## TASK
Each entry below must be repeated exactly, with pictures left out.

## INPUT DATA
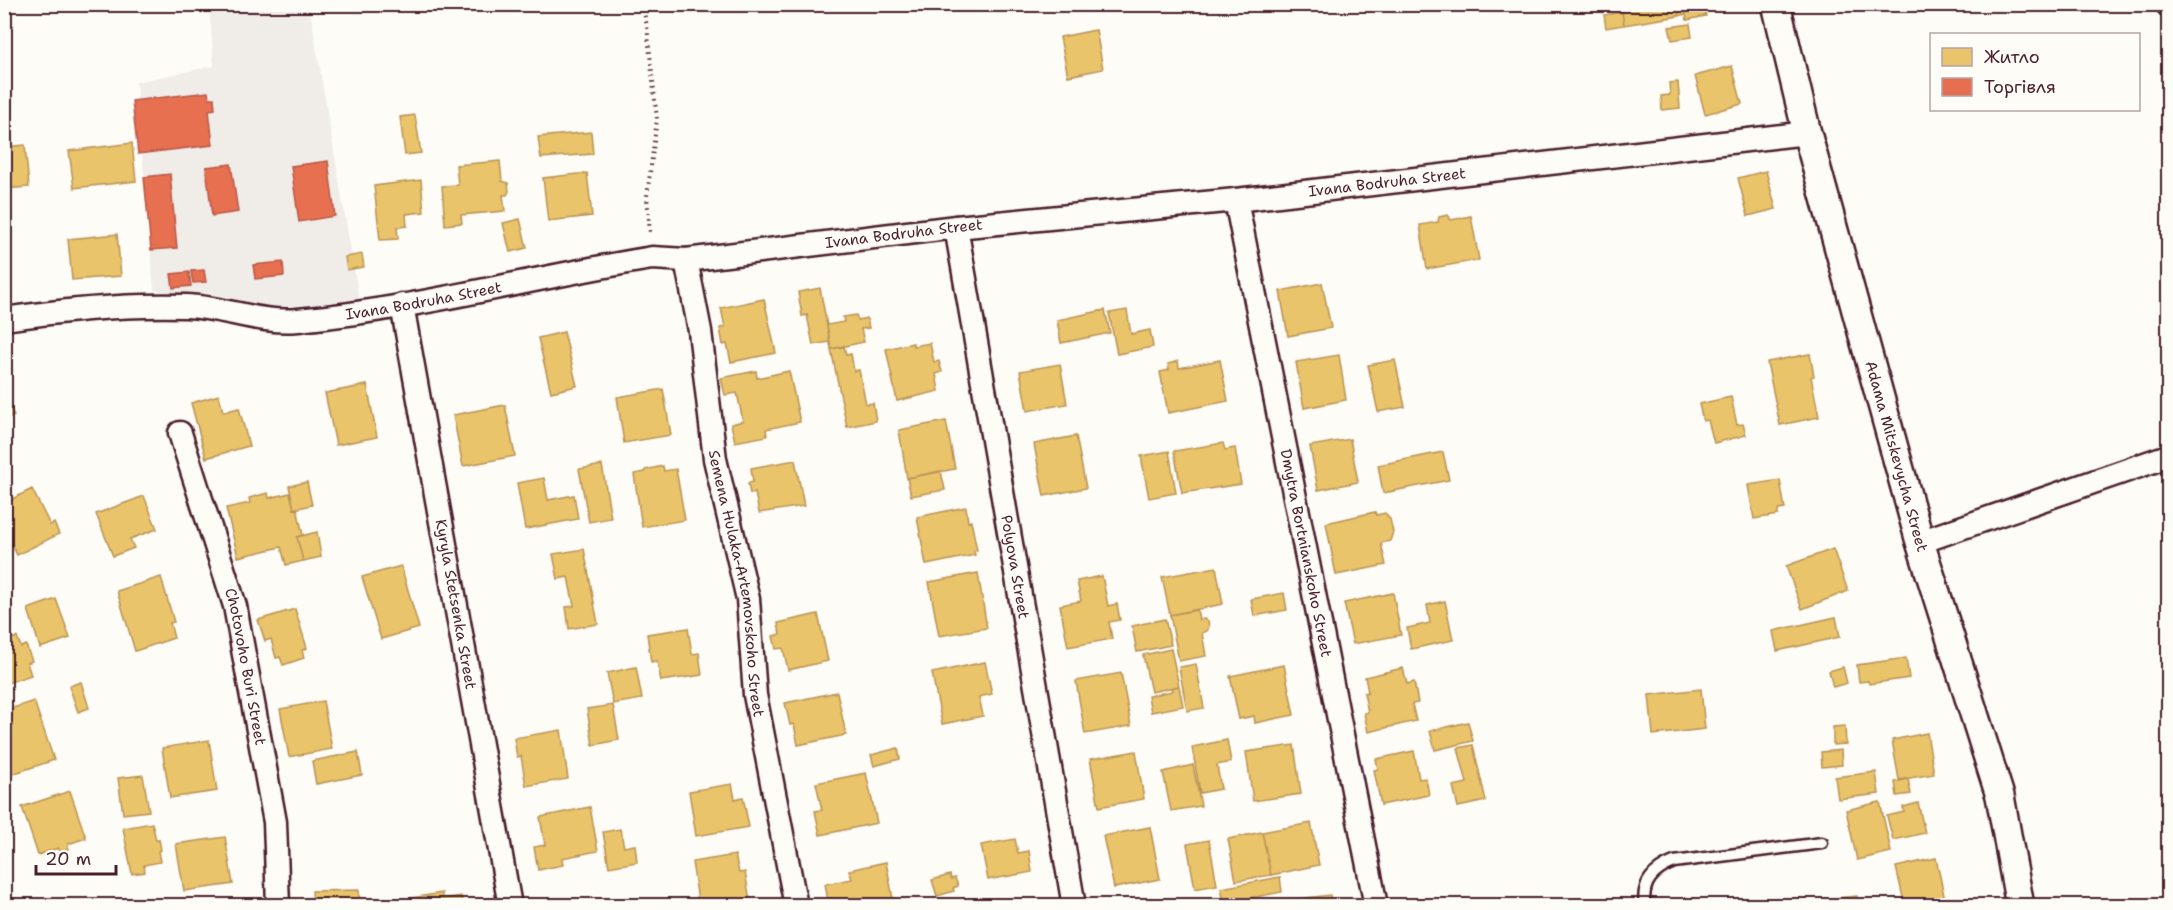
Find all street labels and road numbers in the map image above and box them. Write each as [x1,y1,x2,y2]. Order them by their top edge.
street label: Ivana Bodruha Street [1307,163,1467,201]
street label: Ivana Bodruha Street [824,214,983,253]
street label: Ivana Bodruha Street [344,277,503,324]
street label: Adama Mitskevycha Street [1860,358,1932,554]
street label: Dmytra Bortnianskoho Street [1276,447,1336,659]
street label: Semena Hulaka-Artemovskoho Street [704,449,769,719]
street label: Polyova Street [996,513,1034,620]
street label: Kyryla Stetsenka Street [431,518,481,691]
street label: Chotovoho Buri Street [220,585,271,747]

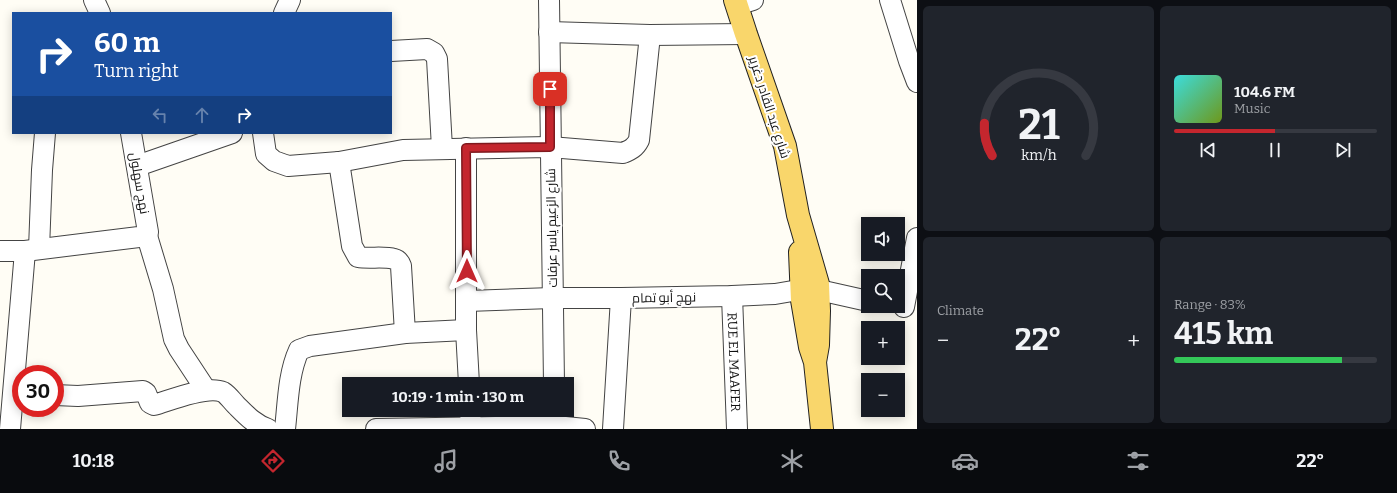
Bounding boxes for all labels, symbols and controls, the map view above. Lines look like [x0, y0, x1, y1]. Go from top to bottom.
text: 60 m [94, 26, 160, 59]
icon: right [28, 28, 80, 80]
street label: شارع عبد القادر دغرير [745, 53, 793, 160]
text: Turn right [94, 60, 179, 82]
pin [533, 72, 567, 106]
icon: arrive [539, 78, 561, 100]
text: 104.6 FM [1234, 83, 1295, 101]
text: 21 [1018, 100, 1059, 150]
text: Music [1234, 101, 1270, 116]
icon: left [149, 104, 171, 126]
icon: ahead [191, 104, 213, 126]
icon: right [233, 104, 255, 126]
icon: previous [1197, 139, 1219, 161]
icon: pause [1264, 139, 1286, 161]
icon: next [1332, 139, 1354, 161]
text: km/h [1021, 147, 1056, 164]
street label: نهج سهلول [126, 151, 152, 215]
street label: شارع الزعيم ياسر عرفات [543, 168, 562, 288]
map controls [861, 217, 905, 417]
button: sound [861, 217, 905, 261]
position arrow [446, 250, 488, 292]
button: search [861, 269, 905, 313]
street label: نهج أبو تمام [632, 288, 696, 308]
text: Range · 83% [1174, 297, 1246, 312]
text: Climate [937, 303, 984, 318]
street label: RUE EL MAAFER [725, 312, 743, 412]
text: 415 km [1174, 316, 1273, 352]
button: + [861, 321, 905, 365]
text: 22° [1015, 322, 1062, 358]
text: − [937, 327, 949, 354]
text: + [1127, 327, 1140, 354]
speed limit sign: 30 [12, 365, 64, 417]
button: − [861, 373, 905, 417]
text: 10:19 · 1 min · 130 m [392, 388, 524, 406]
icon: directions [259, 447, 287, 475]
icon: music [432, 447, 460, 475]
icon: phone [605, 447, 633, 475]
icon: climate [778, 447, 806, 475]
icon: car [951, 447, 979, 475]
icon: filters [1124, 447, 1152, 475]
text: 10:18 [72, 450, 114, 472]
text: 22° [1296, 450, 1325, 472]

## ANSWER SECTION
Find all street labels and road numbers in the map image above and box them. Write each as [x1,y1,x2,y2]. Order them by their top edge.
street label: Ivana Bodruha Street [1307,163,1467,201]
street label: Ivana Bodruha Street [824,214,983,253]
street label: Ivana Bodruha Street [344,277,503,324]
street label: Adama Mitskevycha Street [1860,358,1932,554]
street label: Dmytra Bortnianskoho Street [1276,447,1336,659]
street label: Semena Hulaka-Artemovskoho Street [704,449,769,719]
street label: Polyova Street [996,513,1034,620]
street label: Kyryla Stetsenka Street [431,518,481,691]
street label: Chotovoho Buri Street [220,585,271,747]

Bounding boxes for all labels, symbols and controls, the map view above. Lines look like [x0, y0, x1, y1]. Go from top to bottom.
text: 60 m [94, 26, 160, 59]
icon: right [28, 28, 80, 80]
street label: شارع عبد القادر دغرير [745, 53, 793, 160]
text: Turn right [94, 60, 179, 82]
pin [533, 72, 567, 106]
icon: arrive [539, 78, 561, 100]
text: 104.6 FM [1234, 83, 1295, 101]
text: 21 [1018, 100, 1059, 150]
text: Music [1234, 101, 1270, 116]
icon: left [149, 104, 171, 126]
icon: ahead [191, 104, 213, 126]
icon: right [233, 104, 255, 126]
icon: previous [1197, 139, 1219, 161]
icon: pause [1264, 139, 1286, 161]
icon: next [1332, 139, 1354, 161]
text: km/h [1021, 147, 1056, 164]
street label: نهج سهلول [126, 151, 152, 215]
street label: شارع الزعيم ياسر عرفات [543, 168, 562, 288]
map controls [861, 217, 905, 417]
button: sound [861, 217, 905, 261]
position arrow [446, 250, 488, 292]
button: search [861, 269, 905, 313]
street label: نهج أبو تمام [632, 288, 696, 308]
text: Range · 83% [1174, 297, 1246, 312]
text: Climate [937, 303, 984, 318]
street label: RUE EL MAAFER [725, 312, 743, 412]
text: 415 km [1174, 316, 1273, 352]
button: + [861, 321, 905, 365]
text: 22° [1015, 322, 1062, 358]
text: − [937, 327, 949, 354]
text: + [1127, 327, 1140, 354]
speed limit sign: 30 [12, 365, 64, 417]
button: − [861, 373, 905, 417]
text: 10:19 · 1 min · 130 m [392, 388, 524, 406]
icon: directions [259, 447, 287, 475]
icon: music [432, 447, 460, 475]
icon: phone [605, 447, 633, 475]
icon: climate [778, 447, 806, 475]
icon: car [951, 447, 979, 475]
icon: filters [1124, 447, 1152, 475]
text: 10:18 [72, 450, 114, 472]
text: 22° [1296, 450, 1325, 472]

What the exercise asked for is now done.